PPP and Multilink PPP
Stateful Switchover
With stateful
switchover, specific PPP state information is synchronized between the active
RP and standby RP. Thus when the active RP fails, the standby RP can take over
without spending excessive time renegotiating the setup of a given link. As
long as the physical link remains up, forwarding devices can continue to
forward packets with only a few seconds of interruption (less on some
platforms). Single-link PPP and Multilink PPP (MLP) sessions are maintained
during RP switchover for IP connections only.
PPP and MLP support
many Layer 3 protocols such as IPX and IP. Only IP links are supported in SSO.
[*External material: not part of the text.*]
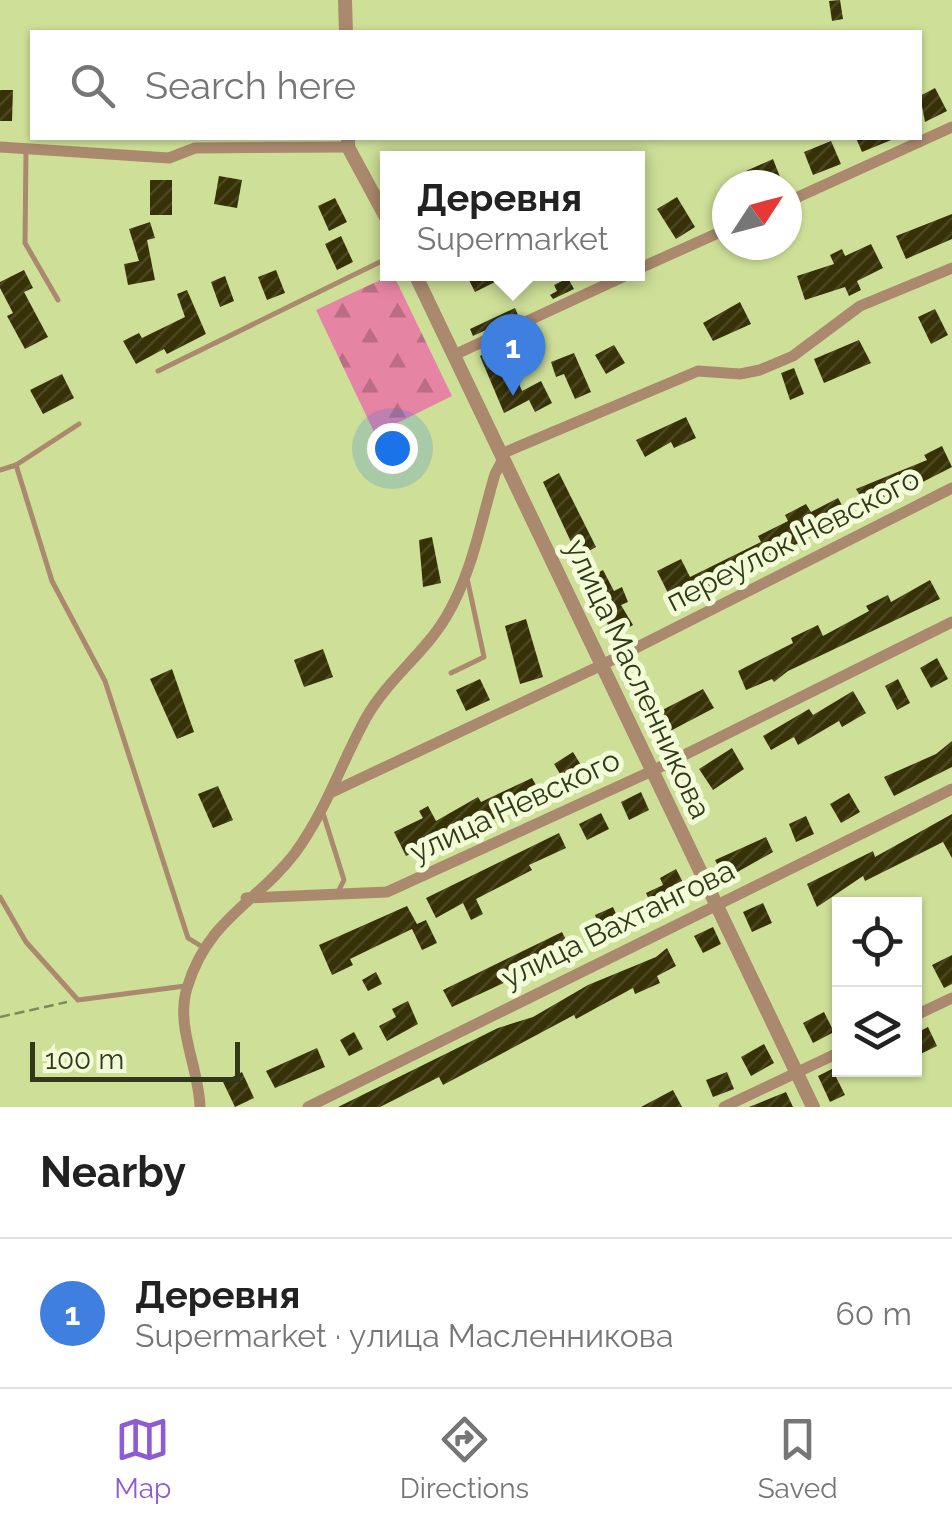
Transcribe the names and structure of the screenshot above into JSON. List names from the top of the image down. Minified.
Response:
{"streets":{"street":["переулок Невского","улица Масленникова","улица Невского","улица Вахтангова"]},"crossings":[["переулок Невского","улица Масленникова"],["улица Масленникова","улица Невского"],["улица Масленникова","улица Вахтангова"]],"scale_bar":"100 m","north":"top right","page":{"search":"Search here","popup":["Деревня","Supermarket"],"pins":"1","scale":"100 m","heading":"Nearby","list":[{"mark":"1","name":"Деревня","note":"Supermarket · улица Масленникова","value":"60 m"}],"nav":["Map","Directions","Saved"]}}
Links supporting non IP traffic will momentarily renegotiate and resume
forwarding following a switchover. IP links will forward IP traffic without
renegotiation.
A key factor in
maintaining PPP session integrity during a switchover is the use of keepalive
messages. This keepalive mechanism provides an exchange of information between
peer interfaces to verify data and link integrity. Depending on the platform
and configuration, the time required for switchover to the standby RP might
exceed the keepalive timeout period. PPP keepalive messages are started when
the physical link is first brought up. By default, keepalive messages are sent
at 10-second intervals from one PPP interface to the other PPP peer.
If five consecutive
keepalive replies are not received, the PPP link would be taken down on the
newly active RP. Caution should be used when changing the keepalive interval
duration to any value less than the default setting.
Only in extremely
rare circumstances could the RP switchover time exceed the default 50-second
keepalive duration. In the unlikely event this time is exceeded, the PPP links
would renegotiate with the peers and resume IP traffic forwarding.
Note
PPP and MLP are not
configurable and run by default on networking devices configured with SSO.
Note
PPP and MLP are
not supported on the ASR 900 RSP3 Module in Cisco IOS XE Release
3.16.
HDLC Stateful
Switchover
With stateful
switchover, High-Level Data Link Control (HDLC) synchronizes the line protocol
state information. Additionally, the periodic timer is restarted for interfaces
that use keepalive messages to verify link integrity. Link state information is
synchronized between the active RP and standby RP. The line protocols that were
up before the switchover remain up afterward as long as the physical interface
remains up. Line protocols that were down remain down.
A key factor in
maintaining HDLC link integrity during a switchover is the use of keepalive
messages. This keepalive mechanism provides an exchange of information between
peer interfaces to verify data is flowing. HDLC keepalive messages are started
when the physical link is first brought up. By default, keepalive messages are
sent at 10-second intervals from one HDLC interface to the other.
HDLC waits at least
three keepalive intervals without receiving keepalive messages, sequence number
errors, or a combination of both before it declares a line protocol down. If
the line protocol is down, SSO cannot support continuous forwarding of user
session information in the event of a switchover.
Note
HDLC is not
configurable and runs by default on networking devices configured with SSO.
Note
HDLC is
not supported on the A900 RSP3 Module in Cisco IOS XE Release
3.16.
Quality of Service
The modular QoS CLI (MQS)-based QoS feature maintains a database of various objects created by the user, such as those used
to specify traffic classes, actions for those classes in traffic policies, and attachments of those policies to different
traffic points such as interfaces. With SSO, QoS synchronizes that database between the primary and secondary RP.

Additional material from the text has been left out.